*EXERCISE DESCRIPTION*.
Read the data below line by line and copy each one with "stream" in it.

*PROVIDED ENTRIES*.
++++

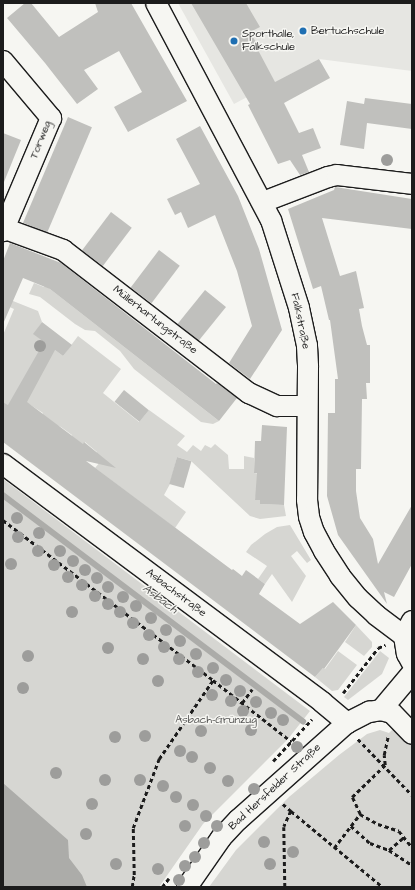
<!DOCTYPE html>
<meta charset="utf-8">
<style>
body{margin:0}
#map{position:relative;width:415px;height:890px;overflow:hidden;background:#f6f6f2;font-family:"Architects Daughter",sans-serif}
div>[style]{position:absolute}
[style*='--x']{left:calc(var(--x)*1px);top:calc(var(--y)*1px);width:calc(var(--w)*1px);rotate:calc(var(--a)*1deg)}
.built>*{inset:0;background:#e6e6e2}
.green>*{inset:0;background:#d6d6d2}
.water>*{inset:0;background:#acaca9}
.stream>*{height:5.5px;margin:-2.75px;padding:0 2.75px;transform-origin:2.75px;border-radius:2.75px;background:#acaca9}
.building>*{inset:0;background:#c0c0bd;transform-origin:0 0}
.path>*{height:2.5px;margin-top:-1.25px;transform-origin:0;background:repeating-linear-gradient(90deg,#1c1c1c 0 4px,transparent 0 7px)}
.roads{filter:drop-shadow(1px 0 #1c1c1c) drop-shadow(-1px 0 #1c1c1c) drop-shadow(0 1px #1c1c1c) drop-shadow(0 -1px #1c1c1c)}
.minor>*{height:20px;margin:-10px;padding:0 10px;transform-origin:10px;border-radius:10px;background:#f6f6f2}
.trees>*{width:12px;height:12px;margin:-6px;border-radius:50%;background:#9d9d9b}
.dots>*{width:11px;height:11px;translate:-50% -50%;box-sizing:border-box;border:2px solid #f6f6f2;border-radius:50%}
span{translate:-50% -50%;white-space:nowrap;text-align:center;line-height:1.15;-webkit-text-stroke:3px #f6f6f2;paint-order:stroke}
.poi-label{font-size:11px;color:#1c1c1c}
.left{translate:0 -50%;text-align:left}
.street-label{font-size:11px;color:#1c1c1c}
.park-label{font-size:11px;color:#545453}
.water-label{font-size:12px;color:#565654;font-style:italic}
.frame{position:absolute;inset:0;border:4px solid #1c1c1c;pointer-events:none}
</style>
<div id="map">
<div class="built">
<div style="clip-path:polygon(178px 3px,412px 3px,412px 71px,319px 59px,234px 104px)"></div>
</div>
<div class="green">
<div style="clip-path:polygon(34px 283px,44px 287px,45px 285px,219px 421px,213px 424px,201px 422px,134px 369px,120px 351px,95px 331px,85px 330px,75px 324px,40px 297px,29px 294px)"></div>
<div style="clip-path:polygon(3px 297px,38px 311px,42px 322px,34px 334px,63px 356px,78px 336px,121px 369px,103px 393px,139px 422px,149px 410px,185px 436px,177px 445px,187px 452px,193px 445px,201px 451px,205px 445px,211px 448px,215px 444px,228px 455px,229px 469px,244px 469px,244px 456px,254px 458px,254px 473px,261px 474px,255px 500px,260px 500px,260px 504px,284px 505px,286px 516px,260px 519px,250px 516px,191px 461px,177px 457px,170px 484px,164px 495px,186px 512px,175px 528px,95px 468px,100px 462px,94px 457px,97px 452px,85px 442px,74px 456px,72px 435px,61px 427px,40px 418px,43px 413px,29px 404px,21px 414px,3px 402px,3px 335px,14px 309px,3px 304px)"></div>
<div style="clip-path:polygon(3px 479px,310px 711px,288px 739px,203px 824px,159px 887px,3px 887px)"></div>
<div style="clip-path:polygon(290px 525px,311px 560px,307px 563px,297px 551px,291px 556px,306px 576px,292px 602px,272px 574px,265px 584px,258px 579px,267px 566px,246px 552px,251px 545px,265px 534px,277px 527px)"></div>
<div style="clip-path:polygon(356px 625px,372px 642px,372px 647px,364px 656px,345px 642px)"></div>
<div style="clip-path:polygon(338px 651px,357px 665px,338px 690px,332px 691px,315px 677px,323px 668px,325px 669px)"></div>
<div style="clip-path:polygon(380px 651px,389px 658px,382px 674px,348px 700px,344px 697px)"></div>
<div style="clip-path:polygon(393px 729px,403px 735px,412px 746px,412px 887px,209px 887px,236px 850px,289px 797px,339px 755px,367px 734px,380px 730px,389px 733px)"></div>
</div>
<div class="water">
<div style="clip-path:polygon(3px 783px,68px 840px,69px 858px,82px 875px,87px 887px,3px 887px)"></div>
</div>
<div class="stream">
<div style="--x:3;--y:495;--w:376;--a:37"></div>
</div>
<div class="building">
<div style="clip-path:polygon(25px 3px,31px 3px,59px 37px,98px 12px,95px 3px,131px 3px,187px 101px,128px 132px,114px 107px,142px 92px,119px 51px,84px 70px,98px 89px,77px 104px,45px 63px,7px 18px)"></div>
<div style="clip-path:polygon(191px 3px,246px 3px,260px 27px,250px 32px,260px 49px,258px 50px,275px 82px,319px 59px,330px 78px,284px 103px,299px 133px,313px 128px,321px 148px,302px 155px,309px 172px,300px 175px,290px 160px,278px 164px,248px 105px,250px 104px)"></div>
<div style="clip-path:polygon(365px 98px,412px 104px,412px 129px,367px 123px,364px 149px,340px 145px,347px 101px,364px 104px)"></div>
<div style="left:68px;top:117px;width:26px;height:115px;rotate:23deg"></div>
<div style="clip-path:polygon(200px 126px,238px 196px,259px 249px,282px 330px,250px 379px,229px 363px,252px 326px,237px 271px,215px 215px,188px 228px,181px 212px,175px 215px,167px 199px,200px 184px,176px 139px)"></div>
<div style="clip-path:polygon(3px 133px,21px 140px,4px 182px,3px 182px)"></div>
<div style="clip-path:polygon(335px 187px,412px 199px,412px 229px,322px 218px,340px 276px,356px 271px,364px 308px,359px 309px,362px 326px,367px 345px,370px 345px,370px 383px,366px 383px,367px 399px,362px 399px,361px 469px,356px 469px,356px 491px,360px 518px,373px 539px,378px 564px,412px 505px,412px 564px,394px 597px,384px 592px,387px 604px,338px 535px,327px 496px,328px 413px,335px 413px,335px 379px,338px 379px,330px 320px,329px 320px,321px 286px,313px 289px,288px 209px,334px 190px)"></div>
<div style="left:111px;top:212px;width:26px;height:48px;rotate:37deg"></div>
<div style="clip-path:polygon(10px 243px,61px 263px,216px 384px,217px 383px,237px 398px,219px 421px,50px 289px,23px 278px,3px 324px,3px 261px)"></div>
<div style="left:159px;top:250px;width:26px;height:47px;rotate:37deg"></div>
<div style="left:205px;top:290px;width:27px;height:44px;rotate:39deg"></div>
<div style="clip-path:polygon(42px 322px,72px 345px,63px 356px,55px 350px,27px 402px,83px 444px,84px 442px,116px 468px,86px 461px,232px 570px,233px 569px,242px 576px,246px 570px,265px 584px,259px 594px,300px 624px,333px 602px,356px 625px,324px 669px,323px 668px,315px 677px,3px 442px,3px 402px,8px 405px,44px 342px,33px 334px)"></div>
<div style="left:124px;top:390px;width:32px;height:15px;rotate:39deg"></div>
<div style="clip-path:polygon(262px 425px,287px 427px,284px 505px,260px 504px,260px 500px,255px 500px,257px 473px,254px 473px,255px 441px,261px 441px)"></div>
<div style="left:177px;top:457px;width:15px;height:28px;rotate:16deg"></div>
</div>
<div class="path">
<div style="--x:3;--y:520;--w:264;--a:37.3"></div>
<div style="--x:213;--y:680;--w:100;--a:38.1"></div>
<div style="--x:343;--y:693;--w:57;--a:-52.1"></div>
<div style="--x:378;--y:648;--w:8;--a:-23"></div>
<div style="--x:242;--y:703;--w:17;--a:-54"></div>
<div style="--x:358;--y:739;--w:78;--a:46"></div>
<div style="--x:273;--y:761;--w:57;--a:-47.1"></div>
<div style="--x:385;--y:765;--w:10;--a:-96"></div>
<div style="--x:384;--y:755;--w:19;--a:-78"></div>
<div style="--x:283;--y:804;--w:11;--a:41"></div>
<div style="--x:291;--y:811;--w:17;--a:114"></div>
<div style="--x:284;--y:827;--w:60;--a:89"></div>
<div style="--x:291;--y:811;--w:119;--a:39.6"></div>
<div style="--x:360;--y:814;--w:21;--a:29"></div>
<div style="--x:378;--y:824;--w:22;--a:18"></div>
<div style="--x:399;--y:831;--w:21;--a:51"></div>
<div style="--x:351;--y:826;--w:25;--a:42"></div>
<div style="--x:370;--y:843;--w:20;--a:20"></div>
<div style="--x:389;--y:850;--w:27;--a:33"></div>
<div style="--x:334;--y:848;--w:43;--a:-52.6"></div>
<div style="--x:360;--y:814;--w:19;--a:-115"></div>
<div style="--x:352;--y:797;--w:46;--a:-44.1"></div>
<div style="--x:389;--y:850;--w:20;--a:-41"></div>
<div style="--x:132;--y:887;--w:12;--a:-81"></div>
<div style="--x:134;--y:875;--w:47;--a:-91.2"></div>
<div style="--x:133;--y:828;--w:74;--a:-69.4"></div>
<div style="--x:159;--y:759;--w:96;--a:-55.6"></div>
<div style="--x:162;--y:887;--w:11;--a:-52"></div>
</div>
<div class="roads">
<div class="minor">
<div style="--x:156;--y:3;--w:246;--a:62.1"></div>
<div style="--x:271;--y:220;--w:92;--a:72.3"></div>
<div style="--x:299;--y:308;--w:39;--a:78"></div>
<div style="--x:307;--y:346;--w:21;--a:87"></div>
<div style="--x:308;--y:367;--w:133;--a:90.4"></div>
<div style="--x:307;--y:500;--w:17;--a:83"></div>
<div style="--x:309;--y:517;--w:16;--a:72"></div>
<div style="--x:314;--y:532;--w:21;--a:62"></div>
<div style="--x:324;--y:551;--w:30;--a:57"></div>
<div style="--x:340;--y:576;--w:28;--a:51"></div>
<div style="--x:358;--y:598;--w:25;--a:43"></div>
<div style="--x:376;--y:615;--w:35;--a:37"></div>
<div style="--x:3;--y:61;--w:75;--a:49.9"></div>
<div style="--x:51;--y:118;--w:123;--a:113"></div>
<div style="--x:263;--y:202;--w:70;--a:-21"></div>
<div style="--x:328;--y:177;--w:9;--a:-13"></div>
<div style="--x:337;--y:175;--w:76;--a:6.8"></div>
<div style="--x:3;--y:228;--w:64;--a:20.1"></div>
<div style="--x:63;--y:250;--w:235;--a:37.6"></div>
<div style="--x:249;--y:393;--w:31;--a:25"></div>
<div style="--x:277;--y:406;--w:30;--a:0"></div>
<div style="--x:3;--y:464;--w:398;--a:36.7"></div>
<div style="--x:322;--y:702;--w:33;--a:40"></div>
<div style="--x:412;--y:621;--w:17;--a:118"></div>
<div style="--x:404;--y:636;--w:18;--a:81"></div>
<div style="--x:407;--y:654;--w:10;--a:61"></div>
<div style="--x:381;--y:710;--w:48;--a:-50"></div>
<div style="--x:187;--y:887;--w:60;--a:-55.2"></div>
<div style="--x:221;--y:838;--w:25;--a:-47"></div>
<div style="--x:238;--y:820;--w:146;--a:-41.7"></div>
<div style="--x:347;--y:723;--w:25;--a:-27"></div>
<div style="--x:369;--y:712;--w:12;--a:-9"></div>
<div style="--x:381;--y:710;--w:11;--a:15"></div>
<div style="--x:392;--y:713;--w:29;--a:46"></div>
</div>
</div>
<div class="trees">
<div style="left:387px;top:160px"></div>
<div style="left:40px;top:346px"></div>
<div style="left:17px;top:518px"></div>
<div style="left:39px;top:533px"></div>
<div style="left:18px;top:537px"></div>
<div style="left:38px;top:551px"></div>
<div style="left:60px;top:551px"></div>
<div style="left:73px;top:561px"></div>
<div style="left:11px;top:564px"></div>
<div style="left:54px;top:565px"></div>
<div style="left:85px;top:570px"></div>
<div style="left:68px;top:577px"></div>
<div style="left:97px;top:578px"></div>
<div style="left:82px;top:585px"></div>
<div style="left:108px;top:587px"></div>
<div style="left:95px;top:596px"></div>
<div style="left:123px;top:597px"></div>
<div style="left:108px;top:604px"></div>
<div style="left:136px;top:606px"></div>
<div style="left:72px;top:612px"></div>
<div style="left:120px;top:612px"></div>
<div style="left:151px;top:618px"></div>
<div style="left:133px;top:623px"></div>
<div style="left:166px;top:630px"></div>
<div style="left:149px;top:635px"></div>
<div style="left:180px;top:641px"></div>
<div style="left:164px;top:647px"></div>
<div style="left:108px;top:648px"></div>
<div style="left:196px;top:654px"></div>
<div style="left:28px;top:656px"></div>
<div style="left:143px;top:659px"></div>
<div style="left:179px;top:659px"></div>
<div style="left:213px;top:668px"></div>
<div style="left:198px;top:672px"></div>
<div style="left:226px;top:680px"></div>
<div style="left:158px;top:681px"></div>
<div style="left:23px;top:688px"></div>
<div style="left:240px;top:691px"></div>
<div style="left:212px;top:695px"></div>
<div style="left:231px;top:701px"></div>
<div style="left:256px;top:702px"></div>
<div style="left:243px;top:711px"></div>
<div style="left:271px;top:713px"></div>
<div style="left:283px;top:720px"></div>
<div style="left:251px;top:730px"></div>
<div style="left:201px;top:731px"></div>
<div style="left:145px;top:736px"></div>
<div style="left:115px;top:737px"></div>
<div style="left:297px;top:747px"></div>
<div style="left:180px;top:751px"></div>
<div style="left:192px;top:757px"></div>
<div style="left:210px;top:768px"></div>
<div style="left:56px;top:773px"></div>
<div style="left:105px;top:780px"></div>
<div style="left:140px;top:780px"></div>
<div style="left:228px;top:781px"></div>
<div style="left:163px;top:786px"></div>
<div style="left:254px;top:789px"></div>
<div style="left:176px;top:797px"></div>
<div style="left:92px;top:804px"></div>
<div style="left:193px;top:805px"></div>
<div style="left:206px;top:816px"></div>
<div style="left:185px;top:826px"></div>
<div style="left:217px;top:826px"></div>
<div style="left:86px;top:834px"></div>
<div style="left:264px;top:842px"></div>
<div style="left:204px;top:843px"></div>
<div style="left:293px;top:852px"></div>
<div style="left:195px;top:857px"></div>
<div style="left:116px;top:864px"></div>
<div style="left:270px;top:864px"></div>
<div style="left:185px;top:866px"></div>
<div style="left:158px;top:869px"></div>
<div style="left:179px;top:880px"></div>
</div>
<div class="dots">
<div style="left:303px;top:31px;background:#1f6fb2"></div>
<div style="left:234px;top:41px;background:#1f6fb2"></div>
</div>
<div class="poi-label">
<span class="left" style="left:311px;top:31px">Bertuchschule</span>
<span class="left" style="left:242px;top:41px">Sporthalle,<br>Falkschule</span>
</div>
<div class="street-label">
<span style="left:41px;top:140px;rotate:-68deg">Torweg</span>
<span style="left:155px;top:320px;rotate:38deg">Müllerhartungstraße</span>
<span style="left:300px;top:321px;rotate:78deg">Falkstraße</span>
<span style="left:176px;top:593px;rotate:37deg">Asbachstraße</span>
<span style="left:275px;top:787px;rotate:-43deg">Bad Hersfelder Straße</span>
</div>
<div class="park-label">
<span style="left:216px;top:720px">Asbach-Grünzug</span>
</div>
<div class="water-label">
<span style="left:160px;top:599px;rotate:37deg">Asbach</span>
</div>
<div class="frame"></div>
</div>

++++

*SOLUTION BELOW*.
.stream>*{height:5.5px;margin:-2.75px;padding:0 2.75px;transform-origin:2.75px;border-radius:2.75px;background:#acaca9}
<div class="stream">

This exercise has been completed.